Transcribe the records in their entirety, exactly as given.

───── TASK MATERIAL ─────

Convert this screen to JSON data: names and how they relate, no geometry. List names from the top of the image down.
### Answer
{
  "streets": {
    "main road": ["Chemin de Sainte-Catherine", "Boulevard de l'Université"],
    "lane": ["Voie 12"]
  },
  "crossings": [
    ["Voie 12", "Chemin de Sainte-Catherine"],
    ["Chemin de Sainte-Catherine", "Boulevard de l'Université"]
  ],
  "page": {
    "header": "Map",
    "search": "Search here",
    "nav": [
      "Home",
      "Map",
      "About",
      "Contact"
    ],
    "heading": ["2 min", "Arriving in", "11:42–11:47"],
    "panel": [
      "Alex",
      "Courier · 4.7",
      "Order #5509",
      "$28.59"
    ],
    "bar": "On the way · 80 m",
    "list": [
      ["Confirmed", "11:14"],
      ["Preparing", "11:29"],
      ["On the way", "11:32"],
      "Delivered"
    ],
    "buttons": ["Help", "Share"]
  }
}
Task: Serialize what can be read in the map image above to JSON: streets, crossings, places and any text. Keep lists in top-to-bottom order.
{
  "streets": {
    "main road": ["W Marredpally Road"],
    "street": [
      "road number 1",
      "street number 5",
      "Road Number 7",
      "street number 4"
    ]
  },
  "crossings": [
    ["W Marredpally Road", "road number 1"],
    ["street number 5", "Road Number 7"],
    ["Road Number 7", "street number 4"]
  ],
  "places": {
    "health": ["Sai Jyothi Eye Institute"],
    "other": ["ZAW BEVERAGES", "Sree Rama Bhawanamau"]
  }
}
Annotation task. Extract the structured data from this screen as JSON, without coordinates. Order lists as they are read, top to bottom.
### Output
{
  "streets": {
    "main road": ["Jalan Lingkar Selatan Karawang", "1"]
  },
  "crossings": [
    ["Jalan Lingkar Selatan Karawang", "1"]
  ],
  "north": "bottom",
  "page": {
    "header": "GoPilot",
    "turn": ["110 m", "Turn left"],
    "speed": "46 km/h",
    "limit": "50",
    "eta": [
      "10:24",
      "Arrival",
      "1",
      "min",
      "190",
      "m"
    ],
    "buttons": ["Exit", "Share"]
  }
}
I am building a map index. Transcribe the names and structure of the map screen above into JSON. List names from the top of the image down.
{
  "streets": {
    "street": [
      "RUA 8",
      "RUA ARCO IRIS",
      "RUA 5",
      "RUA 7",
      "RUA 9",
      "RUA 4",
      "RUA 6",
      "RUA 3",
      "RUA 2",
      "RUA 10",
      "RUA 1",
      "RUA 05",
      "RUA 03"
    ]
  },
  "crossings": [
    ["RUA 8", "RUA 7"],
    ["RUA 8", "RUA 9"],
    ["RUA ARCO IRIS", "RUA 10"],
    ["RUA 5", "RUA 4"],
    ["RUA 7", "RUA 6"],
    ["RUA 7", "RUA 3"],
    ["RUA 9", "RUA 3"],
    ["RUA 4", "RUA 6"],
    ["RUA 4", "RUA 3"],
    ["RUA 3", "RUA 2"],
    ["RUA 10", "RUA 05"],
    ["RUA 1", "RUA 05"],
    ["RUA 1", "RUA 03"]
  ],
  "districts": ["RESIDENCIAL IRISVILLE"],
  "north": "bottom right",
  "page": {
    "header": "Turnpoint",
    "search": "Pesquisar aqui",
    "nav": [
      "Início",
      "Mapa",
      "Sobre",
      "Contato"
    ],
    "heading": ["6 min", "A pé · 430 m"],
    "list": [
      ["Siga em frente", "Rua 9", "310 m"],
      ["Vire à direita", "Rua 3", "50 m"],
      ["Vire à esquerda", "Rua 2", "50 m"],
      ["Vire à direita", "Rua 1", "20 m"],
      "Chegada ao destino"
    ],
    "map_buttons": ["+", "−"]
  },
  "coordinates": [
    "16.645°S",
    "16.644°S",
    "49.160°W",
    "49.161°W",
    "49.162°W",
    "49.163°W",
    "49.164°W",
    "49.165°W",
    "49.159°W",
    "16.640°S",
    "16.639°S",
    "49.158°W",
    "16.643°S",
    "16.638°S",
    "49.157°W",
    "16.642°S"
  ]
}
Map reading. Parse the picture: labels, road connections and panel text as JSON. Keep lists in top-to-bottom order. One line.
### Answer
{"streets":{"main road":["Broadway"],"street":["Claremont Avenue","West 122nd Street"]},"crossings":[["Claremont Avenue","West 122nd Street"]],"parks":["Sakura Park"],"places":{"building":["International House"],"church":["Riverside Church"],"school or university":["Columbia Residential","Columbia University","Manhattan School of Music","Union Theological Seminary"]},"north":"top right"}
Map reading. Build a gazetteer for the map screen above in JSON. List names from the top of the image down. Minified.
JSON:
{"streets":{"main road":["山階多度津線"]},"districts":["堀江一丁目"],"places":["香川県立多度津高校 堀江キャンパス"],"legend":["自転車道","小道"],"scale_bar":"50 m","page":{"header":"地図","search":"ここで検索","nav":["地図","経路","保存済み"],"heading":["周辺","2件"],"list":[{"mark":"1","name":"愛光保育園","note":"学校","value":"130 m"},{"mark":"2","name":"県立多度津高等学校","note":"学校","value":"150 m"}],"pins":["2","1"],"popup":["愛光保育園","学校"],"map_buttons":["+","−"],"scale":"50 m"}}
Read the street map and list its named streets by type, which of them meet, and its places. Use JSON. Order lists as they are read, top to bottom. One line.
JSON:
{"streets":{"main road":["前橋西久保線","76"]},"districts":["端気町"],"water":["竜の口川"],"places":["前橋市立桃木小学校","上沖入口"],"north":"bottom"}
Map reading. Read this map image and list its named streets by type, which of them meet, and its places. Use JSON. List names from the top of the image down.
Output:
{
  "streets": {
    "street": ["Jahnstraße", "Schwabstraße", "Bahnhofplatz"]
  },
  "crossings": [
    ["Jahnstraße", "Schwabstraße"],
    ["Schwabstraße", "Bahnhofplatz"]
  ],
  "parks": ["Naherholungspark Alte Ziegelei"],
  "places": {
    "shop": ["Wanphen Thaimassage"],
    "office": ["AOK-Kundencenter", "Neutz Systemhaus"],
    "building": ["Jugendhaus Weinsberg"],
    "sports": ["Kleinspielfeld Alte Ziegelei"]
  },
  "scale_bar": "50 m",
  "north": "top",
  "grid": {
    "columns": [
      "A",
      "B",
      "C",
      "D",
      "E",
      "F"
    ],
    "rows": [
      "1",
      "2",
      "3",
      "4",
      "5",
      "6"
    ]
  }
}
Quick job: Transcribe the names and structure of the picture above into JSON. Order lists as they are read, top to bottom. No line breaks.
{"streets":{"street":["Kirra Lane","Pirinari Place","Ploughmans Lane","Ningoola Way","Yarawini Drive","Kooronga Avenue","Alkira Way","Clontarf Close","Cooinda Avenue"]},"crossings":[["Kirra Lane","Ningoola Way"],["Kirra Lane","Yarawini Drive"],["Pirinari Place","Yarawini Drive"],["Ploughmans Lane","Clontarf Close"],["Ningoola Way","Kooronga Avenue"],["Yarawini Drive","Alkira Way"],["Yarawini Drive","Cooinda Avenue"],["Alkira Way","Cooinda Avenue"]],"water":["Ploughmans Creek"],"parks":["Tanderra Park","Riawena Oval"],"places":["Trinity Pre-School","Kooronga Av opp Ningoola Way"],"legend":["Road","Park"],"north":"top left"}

─────

# EXERCISE ANSWER
Convert this screen to JSON data: names and how they relate, no geometry. List names from the top of the image down.
### Answer
{
  "streets": {
    "main road": ["Chemin de Sainte-Catherine", "Boulevard de l'Université"],
    "lane": ["Voie 12"]
  },
  "crossings": [
    ["Voie 12", "Chemin de Sainte-Catherine"],
    ["Chemin de Sainte-Catherine", "Boulevard de l'Université"]
  ],
  "page": {
    "header": "Map",
    "search": "Search here",
    "nav": [
      "Home",
      "Map",
      "About",
      "Contact"
    ],
    "heading": ["2 min", "Arriving in", "11:42–11:47"],
    "panel": [
      "Alex",
      "Courier · 4.7",
      "Order #5509",
      "$28.59"
    ],
    "bar": "On the way · 80 m",
    "list": [
      ["Confirmed", "11:14"],
      ["Preparing", "11:29"],
      ["On the way", "11:32"],
      "Delivered"
    ],
    "buttons": ["Help", "Share"]
  }
}
Task: Serialize what can be read in the map image above to JSON: streets, crossings, places and any text. Keep lists in top-to-bottom order.
{
  "streets": {
    "main road": ["W Marredpally Road"],
    "street": [
      "road number 1",
      "street number 5",
      "Road Number 7",
      "street number 4"
    ]
  },
  "crossings": [
    ["W Marredpally Road", "road number 1"],
    ["street number 5", "Road Number 7"],
    ["Road Number 7", "street number 4"]
  ],
  "places": {
    "health": ["Sai Jyothi Eye Institute"],
    "other": ["ZAW BEVERAGES", "Sree Rama Bhawanamau"]
  }
}
Annotation task. Extract the structured data from this screen as JSON, without coordinates. Order lists as they are read, top to bottom.
### Output
{
  "streets": {
    "main road": ["Jalan Lingkar Selatan Karawang", "1"]
  },
  "crossings": [
    ["Jalan Lingkar Selatan Karawang", "1"]
  ],
  "north": "bottom",
  "page": {
    "header": "GoPilot",
    "turn": ["110 m", "Turn left"],
    "speed": "46 km/h",
    "limit": "50",
    "eta": [
      "10:24",
      "Arrival",
      "1",
      "min",
      "190",
      "m"
    ],
    "buttons": ["Exit", "Share"]
  }
}
I am building a map index. Transcribe the names and structure of the map screen above into JSON. List names from the top of the image down.
{
  "streets": {
    "street": [
      "RUA 8",
      "RUA ARCO IRIS",
      "RUA 5",
      "RUA 7",
      "RUA 9",
      "RUA 4",
      "RUA 6",
      "RUA 3",
      "RUA 2",
      "RUA 10",
      "RUA 1",
      "RUA 05",
      "RUA 03"
    ]
  },
  "crossings": [
    ["RUA 8", "RUA 7"],
    ["RUA 8", "RUA 9"],
    ["RUA ARCO IRIS", "RUA 10"],
    ["RUA 5", "RUA 4"],
    ["RUA 7", "RUA 6"],
    ["RUA 7", "RUA 3"],
    ["RUA 9", "RUA 3"],
    ["RUA 4", "RUA 6"],
    ["RUA 4", "RUA 3"],
    ["RUA 3", "RUA 2"],
    ["RUA 10", "RUA 05"],
    ["RUA 1", "RUA 05"],
    ["RUA 1", "RUA 03"]
  ],
  "districts": ["RESIDENCIAL IRISVILLE"],
  "north": "bottom right",
  "page": {
    "header": "Turnpoint",
    "search": "Pesquisar aqui",
    "nav": [
      "Início",
      "Mapa",
      "Sobre",
      "Contato"
    ],
    "heading": ["6 min", "A pé · 430 m"],
    "list": [
      ["Siga em frente", "Rua 9", "310 m"],
      ["Vire à direita", "Rua 3", "50 m"],
      ["Vire à esquerda", "Rua 2", "50 m"],
      ["Vire à direita", "Rua 1", "20 m"],
      "Chegada ao destino"
    ],
    "map_buttons": ["+", "−"]
  },
  "coordinates": [
    "16.645°S",
    "16.644°S",
    "49.160°W",
    "49.161°W",
    "49.162°W",
    "49.163°W",
    "49.164°W",
    "49.165°W",
    "49.159°W",
    "16.640°S",
    "16.639°S",
    "49.158°W",
    "16.643°S",
    "16.638°S",
    "49.157°W",
    "16.642°S"
  ]
}
Map reading. Parse the picture: labels, road connections and panel text as JSON. Keep lists in top-to-bottom order. One line.
### Answer
{"streets":{"main road":["Broadway"],"street":["Claremont Avenue","West 122nd Street"]},"crossings":[["Claremont Avenue","West 122nd Street"]],"parks":["Sakura Park"],"places":{"building":["International House"],"church":["Riverside Church"],"school or university":["Columbia Residential","Columbia University","Manhattan School of Music","Union Theological Seminary"]},"north":"top right"}
Map reading. Build a gazetteer for the map screen above in JSON. List names from the top of the image down. Minified.
JSON:
{"streets":{"main road":["山階多度津線"]},"districts":["堀江一丁目"],"places":["香川県立多度津高校 堀江キャンパス"],"legend":["自転車道","小道"],"scale_bar":"50 m","page":{"header":"地図","search":"ここで検索","nav":["地図","経路","保存済み"],"heading":["周辺","2件"],"list":[{"mark":"1","name":"愛光保育園","note":"学校","value":"130 m"},{"mark":"2","name":"県立多度津高等学校","note":"学校","value":"150 m"}],"pins":["2","1"],"popup":["愛光保育園","学校"],"map_buttons":["+","−"],"scale":"50 m"}}
Read the street map and list its named streets by type, which of them meet, and its places. Use JSON. Order lists as they are read, top to bottom. One line.
JSON:
{"streets":{"main road":["前橋西久保線","76"]},"districts":["端気町"],"water":["竜の口川"],"places":["前橋市立桃木小学校","上沖入口"],"north":"bottom"}
Map reading. Read this map image and list its named streets by type, which of them meet, and its places. Use JSON. List names from the top of the image down.
Output:
{
  "streets": {
    "street": ["Jahnstraße", "Schwabstraße", "Bahnhofplatz"]
  },
  "crossings": [
    ["Jahnstraße", "Schwabstraße"],
    ["Schwabstraße", "Bahnhofplatz"]
  ],
  "parks": ["Naherholungspark Alte Ziegelei"],
  "places": {
    "shop": ["Wanphen Thaimassage"],
    "office": ["AOK-Kundencenter", "Neutz Systemhaus"],
    "building": ["Jugendhaus Weinsberg"],
    "sports": ["Kleinspielfeld Alte Ziegelei"]
  },
  "scale_bar": "50 m",
  "north": "top",
  "grid": {
    "columns": [
      "A",
      "B",
      "C",
      "D",
      "E",
      "F"
    ],
    "rows": [
      "1",
      "2",
      "3",
      "4",
      "5",
      "6"
    ]
  }
}
Quick job: Transcribe the names and structure of the picture above into JSON. Order lists as they are read, top to bottom. No line breaks.
{"streets":{"street":["Kirra Lane","Pirinari Place","Ploughmans Lane","Ningoola Way","Yarawini Drive","Kooronga Avenue","Alkira Way","Clontarf Close","Cooinda Avenue"]},"crossings":[["Kirra Lane","Ningoola Way"],["Kirra Lane","Yarawini Drive"],["Pirinari Place","Yarawini Drive"],["Ploughmans Lane","Clontarf Close"],["Ningoola Way","Kooronga Avenue"],["Yarawini Drive","Alkira Way"],["Yarawini Drive","Cooinda Avenue"],["Alkira Way","Cooinda Avenue"]],"water":["Ploughmans Creek"],"parks":["Tanderra Park","Riawena Oval"],"places":["Trinity Pre-School","Kooronga Av opp Ningoola Way"],"legend":["Road","Park"],"north":"top left"}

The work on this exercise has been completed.